What is required: Extract every line of the material that holds the string "Instruction".

Excerpted records:
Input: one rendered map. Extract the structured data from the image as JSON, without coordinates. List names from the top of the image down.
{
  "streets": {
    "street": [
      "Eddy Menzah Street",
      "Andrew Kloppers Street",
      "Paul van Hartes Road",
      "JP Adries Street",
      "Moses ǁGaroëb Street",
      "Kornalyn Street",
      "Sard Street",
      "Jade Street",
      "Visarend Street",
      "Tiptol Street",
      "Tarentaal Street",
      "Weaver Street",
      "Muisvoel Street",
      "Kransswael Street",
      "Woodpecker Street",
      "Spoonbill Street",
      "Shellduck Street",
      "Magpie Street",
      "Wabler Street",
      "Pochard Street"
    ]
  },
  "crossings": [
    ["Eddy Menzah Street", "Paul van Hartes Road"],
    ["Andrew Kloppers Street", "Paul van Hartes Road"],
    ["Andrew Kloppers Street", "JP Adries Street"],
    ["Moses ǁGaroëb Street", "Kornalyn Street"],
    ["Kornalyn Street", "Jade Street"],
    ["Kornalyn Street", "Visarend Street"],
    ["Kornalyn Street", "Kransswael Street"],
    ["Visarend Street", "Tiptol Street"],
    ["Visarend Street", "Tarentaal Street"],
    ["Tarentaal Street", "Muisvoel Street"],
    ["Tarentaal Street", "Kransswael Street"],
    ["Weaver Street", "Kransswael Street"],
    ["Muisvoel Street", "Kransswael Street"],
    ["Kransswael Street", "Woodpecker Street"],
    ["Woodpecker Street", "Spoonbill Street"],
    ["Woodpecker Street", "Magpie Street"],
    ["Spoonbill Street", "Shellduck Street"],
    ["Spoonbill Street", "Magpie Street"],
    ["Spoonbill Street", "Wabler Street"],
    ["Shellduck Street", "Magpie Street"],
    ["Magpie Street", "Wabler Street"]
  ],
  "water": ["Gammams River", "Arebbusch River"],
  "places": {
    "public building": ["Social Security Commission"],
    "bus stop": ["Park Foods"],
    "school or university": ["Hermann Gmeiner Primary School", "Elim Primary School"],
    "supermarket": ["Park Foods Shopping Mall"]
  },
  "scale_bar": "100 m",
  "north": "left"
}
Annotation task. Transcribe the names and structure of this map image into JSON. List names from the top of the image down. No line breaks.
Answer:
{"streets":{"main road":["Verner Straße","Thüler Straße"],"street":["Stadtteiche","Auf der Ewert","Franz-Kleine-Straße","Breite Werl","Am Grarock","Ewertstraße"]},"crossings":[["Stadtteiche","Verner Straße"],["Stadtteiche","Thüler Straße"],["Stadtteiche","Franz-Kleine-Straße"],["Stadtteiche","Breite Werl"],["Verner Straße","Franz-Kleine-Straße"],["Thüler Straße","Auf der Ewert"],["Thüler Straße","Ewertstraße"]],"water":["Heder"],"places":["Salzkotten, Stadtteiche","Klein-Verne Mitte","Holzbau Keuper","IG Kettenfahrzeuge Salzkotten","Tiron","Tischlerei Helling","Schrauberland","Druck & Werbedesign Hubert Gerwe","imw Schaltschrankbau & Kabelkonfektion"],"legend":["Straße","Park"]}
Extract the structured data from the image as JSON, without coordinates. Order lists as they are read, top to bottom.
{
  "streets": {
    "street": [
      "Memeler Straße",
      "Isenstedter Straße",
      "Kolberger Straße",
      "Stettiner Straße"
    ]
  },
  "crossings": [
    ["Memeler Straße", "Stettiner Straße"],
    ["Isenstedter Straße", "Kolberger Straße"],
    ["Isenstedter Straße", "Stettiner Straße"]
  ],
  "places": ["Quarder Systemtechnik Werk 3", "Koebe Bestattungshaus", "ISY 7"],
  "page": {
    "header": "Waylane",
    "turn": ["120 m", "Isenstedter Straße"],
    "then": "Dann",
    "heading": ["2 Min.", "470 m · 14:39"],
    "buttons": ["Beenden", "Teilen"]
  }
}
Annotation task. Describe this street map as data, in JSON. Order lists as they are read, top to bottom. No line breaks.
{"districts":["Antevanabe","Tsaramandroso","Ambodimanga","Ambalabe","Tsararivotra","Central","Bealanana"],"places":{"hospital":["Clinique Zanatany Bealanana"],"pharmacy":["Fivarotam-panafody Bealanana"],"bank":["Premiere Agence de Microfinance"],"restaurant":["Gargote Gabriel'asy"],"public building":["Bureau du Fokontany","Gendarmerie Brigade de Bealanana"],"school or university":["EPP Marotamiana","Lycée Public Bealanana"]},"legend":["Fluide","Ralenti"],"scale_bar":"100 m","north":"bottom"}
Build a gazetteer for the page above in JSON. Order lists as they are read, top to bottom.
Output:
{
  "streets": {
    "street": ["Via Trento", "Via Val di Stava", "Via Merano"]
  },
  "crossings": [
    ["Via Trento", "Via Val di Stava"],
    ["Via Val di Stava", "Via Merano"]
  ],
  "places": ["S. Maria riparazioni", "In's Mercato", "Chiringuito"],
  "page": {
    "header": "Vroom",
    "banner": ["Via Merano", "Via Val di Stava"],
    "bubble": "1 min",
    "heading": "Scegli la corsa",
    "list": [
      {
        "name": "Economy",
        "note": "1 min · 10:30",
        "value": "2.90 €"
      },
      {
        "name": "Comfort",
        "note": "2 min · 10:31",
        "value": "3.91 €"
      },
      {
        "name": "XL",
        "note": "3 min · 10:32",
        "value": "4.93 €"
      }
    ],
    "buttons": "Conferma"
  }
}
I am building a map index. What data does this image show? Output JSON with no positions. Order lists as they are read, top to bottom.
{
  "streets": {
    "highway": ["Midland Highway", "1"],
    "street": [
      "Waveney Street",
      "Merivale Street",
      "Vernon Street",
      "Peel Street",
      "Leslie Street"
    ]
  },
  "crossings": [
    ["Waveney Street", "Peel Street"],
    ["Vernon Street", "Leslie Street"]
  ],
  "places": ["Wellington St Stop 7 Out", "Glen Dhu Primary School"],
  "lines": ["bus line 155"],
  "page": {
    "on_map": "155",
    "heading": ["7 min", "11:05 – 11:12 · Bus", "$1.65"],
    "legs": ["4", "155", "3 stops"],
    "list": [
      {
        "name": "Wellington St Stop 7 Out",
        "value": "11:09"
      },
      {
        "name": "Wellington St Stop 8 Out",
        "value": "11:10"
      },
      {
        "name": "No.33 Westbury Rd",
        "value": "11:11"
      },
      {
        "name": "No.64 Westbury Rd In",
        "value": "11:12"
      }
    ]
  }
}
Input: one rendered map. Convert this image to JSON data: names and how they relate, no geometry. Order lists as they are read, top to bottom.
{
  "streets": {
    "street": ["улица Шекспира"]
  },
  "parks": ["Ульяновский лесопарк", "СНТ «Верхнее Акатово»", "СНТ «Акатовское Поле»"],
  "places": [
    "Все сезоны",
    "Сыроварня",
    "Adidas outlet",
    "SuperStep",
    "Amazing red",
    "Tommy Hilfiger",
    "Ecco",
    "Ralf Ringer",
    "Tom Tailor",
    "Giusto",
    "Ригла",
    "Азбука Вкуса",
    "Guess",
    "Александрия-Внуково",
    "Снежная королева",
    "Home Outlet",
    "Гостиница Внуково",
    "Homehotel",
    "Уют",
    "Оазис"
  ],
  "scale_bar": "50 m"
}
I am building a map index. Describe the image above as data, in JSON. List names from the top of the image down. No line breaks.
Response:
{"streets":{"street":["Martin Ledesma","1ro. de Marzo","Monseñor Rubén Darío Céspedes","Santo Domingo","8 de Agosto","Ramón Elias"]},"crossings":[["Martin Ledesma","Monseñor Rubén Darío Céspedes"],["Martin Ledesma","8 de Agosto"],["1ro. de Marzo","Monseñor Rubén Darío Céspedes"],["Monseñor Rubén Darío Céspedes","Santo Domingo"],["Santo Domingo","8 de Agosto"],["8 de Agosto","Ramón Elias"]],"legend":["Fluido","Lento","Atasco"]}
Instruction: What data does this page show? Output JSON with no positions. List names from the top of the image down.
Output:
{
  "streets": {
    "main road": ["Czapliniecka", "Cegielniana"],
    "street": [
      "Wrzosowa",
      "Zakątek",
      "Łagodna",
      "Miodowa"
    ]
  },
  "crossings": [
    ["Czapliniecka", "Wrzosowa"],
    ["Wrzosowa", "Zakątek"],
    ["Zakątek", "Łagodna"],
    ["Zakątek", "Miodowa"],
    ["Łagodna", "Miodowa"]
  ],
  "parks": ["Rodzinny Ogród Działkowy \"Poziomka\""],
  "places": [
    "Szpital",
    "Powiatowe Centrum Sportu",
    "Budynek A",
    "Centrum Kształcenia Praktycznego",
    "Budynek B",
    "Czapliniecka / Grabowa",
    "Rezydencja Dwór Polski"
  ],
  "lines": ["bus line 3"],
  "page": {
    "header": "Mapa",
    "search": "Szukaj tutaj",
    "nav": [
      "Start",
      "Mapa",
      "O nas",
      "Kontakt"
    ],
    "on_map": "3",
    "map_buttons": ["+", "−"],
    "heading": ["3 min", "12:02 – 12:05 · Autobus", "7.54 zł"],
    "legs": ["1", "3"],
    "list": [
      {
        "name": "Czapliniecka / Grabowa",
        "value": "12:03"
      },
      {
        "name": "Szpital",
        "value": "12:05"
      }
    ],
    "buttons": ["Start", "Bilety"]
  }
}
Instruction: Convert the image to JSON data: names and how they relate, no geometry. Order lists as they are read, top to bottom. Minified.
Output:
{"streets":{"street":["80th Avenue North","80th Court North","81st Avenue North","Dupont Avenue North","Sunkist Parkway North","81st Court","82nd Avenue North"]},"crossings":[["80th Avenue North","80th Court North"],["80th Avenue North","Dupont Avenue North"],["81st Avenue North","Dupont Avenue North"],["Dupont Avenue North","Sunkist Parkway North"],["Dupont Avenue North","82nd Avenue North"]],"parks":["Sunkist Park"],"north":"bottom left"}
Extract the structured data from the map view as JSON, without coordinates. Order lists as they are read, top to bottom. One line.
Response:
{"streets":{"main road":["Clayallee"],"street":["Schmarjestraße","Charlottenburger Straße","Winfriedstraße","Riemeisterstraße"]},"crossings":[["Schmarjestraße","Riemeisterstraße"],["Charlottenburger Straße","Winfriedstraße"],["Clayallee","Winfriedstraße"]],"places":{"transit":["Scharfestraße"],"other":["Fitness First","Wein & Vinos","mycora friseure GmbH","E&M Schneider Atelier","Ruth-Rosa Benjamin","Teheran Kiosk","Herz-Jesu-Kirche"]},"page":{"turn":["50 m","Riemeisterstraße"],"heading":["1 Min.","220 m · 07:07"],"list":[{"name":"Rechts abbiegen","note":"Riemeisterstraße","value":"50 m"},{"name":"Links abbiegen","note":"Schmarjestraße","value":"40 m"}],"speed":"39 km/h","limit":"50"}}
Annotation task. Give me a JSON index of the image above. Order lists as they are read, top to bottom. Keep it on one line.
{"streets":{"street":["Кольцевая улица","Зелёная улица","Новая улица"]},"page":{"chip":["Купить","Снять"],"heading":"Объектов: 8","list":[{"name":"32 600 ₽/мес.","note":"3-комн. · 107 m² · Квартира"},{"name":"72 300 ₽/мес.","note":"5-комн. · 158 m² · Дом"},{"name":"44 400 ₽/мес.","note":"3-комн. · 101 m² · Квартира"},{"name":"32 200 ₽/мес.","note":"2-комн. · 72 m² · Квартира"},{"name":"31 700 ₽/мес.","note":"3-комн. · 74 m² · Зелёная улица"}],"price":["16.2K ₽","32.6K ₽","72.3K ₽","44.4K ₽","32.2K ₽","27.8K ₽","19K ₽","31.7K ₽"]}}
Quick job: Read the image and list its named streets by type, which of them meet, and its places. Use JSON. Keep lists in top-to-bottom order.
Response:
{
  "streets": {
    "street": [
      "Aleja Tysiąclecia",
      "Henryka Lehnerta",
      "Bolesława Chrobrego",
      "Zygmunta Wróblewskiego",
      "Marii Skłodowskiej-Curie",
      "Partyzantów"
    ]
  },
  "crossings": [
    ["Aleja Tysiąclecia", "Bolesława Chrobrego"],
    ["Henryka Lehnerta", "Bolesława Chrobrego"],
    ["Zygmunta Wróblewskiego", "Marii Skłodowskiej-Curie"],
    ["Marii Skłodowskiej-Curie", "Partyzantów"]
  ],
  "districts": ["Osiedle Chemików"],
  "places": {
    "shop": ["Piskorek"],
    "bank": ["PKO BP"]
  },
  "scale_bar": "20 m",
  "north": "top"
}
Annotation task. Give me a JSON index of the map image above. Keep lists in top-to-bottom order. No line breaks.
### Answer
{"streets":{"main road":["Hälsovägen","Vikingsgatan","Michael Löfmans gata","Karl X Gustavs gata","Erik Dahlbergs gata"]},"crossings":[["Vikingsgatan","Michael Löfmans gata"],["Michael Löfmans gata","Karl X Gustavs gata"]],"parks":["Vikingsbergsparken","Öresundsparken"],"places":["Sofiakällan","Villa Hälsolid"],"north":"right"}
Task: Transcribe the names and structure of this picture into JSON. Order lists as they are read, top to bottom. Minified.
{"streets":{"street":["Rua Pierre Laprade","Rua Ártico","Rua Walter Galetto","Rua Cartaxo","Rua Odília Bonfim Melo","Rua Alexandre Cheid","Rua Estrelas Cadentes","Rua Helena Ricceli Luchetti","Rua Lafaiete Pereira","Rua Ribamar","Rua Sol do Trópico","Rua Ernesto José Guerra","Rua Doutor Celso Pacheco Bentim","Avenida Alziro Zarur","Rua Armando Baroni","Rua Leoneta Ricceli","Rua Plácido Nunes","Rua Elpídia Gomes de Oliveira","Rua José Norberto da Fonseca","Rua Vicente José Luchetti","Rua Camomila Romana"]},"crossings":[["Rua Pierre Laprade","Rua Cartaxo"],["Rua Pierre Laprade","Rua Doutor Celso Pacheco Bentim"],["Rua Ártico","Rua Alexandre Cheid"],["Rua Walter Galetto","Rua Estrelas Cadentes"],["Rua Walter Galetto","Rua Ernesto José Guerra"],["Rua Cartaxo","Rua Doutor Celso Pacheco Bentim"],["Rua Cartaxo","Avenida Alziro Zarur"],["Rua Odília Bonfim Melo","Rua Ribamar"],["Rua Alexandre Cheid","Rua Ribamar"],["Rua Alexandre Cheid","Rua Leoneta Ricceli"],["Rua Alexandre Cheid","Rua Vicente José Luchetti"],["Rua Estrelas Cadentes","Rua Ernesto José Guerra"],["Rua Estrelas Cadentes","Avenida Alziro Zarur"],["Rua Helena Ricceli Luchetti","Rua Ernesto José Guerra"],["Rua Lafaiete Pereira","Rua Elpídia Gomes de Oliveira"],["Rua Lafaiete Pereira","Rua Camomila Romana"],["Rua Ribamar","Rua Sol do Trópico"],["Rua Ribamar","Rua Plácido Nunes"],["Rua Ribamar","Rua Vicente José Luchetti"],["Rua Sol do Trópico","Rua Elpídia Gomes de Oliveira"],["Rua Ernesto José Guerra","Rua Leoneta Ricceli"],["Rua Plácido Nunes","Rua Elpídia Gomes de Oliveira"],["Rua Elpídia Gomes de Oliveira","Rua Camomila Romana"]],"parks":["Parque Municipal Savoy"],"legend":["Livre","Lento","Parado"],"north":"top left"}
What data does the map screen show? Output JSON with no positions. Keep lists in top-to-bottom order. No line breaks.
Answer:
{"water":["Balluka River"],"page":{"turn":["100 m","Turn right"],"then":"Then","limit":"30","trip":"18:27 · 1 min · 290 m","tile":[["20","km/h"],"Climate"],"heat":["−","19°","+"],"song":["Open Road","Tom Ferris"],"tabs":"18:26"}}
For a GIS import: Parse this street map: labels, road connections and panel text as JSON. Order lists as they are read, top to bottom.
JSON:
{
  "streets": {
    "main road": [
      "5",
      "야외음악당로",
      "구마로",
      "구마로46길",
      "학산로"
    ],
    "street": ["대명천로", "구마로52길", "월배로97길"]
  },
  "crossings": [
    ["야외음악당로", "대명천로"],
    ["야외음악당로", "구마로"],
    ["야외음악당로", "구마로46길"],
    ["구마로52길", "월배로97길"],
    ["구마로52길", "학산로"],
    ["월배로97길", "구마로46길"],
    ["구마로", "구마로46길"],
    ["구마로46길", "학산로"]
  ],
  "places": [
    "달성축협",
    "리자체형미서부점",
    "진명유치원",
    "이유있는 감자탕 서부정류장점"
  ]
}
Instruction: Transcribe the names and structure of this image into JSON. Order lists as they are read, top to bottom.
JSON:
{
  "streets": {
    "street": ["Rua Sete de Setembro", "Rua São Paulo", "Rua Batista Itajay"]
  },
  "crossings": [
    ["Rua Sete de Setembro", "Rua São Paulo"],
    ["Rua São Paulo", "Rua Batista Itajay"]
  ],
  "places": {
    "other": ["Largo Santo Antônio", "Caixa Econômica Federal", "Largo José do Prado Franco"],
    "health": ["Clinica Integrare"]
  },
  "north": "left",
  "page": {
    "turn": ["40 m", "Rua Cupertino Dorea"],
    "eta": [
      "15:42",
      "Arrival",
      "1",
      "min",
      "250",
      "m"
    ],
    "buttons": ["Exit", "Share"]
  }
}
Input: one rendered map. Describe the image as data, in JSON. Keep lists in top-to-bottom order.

Solution for this task:
Instruction: What data does this page show? Output JSON with no positions. List names from the top of the image down.
Instruction: Convert the image to JSON data: names and how they relate, no geometry. Order lists as they are read, top to bottom. Minified.
Instruction: Transcribe the names and structure of this image into JSON. Order lists as they are read, top to bottom.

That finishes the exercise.